Evictions lack natural justice
Afew years ago my daughter asked me if some friends could use my flat in Wellington while I was away. I agreed as I wasn’t using the flat and they were to be gone by the time I returned. When I got to Wellington the following week I found these guys still there. They had miscalculated the date of my return and I was not happy when I found a cannabis pipe on the bench. In the last few days I have thought to myself that it was a good job they hadn’t been smoking meth and I wasn’t a tenant of Housing New Zealand. I’d be out on my ear.
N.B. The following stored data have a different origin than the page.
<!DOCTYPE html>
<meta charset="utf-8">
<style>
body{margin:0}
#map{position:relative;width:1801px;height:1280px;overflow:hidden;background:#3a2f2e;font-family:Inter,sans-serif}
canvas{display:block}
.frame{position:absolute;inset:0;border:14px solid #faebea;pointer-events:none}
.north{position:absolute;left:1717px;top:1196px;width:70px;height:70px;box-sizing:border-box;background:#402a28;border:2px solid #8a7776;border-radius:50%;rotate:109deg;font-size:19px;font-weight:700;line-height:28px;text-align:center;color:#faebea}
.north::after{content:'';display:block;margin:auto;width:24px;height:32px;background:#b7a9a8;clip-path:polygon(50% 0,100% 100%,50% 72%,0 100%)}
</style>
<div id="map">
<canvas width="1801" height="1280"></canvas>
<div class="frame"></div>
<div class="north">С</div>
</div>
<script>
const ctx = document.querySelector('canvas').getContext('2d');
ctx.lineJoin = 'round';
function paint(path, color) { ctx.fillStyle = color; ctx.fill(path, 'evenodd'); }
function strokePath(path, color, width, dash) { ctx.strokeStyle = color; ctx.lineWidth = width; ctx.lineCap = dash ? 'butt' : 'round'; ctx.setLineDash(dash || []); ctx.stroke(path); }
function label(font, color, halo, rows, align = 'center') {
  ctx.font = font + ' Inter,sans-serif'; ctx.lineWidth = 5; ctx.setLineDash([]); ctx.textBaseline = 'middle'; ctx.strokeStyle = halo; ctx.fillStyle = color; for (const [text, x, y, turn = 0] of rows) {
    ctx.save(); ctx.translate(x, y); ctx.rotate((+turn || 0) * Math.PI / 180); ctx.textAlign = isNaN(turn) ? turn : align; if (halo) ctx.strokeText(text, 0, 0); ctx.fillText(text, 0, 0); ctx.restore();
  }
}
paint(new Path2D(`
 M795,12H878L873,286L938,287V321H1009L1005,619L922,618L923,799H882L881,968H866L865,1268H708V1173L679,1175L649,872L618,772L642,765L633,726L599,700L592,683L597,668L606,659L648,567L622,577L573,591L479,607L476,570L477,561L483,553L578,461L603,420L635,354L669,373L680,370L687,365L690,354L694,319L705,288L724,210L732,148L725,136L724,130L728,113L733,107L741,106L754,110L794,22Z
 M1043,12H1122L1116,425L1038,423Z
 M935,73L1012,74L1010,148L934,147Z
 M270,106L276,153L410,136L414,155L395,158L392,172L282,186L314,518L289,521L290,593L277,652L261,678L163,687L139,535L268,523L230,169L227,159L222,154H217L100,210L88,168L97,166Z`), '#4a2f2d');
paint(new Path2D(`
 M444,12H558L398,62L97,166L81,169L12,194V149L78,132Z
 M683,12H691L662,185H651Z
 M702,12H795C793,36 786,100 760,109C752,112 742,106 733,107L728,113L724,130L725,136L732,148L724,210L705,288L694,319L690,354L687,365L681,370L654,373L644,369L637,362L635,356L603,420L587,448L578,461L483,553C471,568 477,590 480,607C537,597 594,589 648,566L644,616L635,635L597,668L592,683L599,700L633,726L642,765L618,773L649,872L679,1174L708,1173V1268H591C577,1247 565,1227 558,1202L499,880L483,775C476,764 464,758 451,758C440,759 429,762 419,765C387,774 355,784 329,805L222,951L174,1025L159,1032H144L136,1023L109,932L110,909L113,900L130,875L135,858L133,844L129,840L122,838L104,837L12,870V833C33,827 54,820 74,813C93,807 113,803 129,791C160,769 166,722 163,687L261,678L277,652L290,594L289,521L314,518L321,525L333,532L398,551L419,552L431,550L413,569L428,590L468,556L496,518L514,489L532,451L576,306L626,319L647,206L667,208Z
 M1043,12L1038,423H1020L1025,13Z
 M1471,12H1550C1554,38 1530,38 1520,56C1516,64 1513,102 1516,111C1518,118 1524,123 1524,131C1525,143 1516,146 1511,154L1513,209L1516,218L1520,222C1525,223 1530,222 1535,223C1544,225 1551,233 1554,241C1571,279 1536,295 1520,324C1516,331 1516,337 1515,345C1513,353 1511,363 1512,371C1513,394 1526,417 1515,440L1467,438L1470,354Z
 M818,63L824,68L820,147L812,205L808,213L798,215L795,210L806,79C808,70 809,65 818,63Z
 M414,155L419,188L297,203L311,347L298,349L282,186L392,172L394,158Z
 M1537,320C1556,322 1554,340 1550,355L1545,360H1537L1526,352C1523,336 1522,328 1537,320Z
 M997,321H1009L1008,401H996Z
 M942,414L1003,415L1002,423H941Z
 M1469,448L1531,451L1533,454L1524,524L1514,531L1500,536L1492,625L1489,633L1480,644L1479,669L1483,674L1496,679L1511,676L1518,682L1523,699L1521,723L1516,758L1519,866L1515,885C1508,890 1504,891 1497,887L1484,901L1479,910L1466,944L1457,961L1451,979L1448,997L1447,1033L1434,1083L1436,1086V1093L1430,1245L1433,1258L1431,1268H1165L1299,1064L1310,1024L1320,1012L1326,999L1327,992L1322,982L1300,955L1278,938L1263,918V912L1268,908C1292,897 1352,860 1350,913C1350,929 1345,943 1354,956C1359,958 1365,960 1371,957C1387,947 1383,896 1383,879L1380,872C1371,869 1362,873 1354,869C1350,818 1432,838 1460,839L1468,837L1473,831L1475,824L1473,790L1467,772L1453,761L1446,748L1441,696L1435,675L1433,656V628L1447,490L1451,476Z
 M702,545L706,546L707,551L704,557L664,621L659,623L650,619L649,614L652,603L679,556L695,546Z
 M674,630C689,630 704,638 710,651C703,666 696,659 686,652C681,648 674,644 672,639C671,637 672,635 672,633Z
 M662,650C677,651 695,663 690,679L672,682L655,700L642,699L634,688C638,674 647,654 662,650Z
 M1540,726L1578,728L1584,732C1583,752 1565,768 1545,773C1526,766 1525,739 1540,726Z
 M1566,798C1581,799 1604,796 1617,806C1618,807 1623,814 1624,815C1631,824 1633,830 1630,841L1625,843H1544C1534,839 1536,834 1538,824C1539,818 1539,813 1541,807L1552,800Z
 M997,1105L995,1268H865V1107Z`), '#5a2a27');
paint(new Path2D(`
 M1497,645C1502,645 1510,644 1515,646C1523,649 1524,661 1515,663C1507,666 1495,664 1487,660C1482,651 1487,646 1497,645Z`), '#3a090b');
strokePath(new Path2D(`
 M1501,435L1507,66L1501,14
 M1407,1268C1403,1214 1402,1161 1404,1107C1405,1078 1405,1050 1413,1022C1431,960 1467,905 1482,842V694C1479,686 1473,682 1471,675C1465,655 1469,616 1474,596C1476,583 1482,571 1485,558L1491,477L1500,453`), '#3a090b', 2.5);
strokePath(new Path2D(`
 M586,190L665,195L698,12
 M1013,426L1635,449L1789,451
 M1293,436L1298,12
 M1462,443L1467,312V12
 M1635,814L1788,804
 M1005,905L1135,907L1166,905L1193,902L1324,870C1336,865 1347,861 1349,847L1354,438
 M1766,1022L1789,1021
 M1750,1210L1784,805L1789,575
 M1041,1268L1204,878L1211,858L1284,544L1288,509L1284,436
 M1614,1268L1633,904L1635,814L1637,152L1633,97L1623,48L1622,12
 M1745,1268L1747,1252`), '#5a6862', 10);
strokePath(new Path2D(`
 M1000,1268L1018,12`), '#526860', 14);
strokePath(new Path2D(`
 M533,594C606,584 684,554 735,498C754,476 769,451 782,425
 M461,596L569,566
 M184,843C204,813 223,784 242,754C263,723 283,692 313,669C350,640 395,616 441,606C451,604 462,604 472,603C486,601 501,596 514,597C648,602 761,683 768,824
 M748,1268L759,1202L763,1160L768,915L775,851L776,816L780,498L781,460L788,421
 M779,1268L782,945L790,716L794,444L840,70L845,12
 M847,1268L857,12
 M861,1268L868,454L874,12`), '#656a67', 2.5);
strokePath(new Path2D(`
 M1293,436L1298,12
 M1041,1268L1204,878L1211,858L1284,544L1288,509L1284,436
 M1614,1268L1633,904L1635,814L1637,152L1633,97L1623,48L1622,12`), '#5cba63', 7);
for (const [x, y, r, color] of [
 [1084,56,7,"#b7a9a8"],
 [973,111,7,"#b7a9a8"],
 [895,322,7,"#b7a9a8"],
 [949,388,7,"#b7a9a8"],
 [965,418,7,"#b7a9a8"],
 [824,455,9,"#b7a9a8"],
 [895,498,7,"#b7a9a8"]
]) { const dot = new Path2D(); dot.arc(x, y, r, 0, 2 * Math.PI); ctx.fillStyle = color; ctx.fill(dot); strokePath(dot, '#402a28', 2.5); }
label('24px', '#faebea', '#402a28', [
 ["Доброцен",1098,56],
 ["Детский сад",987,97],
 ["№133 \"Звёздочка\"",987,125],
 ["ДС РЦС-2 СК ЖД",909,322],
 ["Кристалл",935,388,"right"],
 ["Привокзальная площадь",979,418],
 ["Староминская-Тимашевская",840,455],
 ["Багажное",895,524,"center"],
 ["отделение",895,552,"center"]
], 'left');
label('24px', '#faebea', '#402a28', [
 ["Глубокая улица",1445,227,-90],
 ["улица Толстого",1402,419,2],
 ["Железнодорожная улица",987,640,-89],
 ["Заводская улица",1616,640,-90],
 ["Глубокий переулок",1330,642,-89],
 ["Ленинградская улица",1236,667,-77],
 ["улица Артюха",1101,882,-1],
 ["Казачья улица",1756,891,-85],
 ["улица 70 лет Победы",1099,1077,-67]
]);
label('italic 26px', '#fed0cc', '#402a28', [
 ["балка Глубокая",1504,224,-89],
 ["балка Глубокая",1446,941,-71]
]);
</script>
The revelations that residue from people smoking meth inside a property hold no measurable risk to health by the Prime Minister’s chief scientist, Sir Peter Gluckman, come as a surprise given previous messaging by Housing New Zealand. This is as opposed to manufacture of methamphetamine inside a property, which is dangerous because of the chemicals used in its manufacture.
Housing New Zealand quickly excused themselves for unilateral evictions, by saying that the Ministry of Health test for the presence of meth was the only test available, but the question of the suitability of the test as a basis for booting tenants out into the street is a valid point. Mere presence of traces isn’t enough. Surely, there needed to be a quantifiable measurement and expulsion would follow once the level could be associated with, say, manufacturing, which would give a better indication of risk. The same test proving the presence of meth on wallpaper has also shown the presence of meth on random $20 notes in general circulation. Nobody suggests the immediate destruction of currency if tests show some previous handler of the cash must have also been in contact with meth.
HNZ should have developed their own test or applied the test they had fairly in every case. This was not done.
Proof is another issue. What is the finding of traces of a drug proof of, in reality? Obviously somebody has smoked meth in the house and smoking meth is a crime. But the question is who smoked and when. There has been no benchmark testing showing the house was clean before tenanting. This must have been incumbent on HNZ to do, or they would be guilty of putting people at risk by allowing them to rent a property that is contaminated.
A court would never accept a positive test as proof against the current tenant on a charge under the Misuse of Drugs Act, so I wonder why HNZ was allowed to impose such a punishment without natural justice being applied in the first place.
When you rent a motor car, you walk around it and check that there is no damage to it before you become liable for any subsequent damage noted on its return. This isn’t done with state houses, and incoming tenants don’t have the means to test for themselves at a couple of thousand dollars a pop. As prior testing is not the policy of HNZ, a prospective tenant insisting on the house being checked for meth before moving in would have quickly been told there were plenty behind them in the queue happy to rent it.
Crimes are committed in our homes every day of the week, regardless of ownership or tenancy. And just because an unlawful act is committed on a property, the owner does not have an automatic right to evict a tenant. A person charged with assault doesn’t automatically lose their tenancy which, as a crime against the person, is a much more serious offence. Nor is somebody growing a few pot plants out the back behind the shed likely to be booted out of a state house.
There is an obvious vulnerability to even be eligible for state housing. On the behaviour of one person, the whole family has been evicted, costing low-income folk thousands of dollars, upset, changes to schooling, loss of contact with support and other difficulties. On the basis of what was thought to be sound advice, furniture was destroyed and the loss of reputation and the everpresent record with Winz and HNZ will remain a black mark against the tenant.
The reason we have state housing these days is to accommodate vulnerable people. We need to accept that we have a responsibility to provide a safety net as much as people have a responsibility to act lawfully. But when they don’t, consequences need to be proportionate and fair. There is an onus to extend natural justice to any situation where those consequences are going to be punitive, like eviction.
Surely that is what living in a civilised society is all about.
Housing NZ did not do benchmark meth testing on its houses.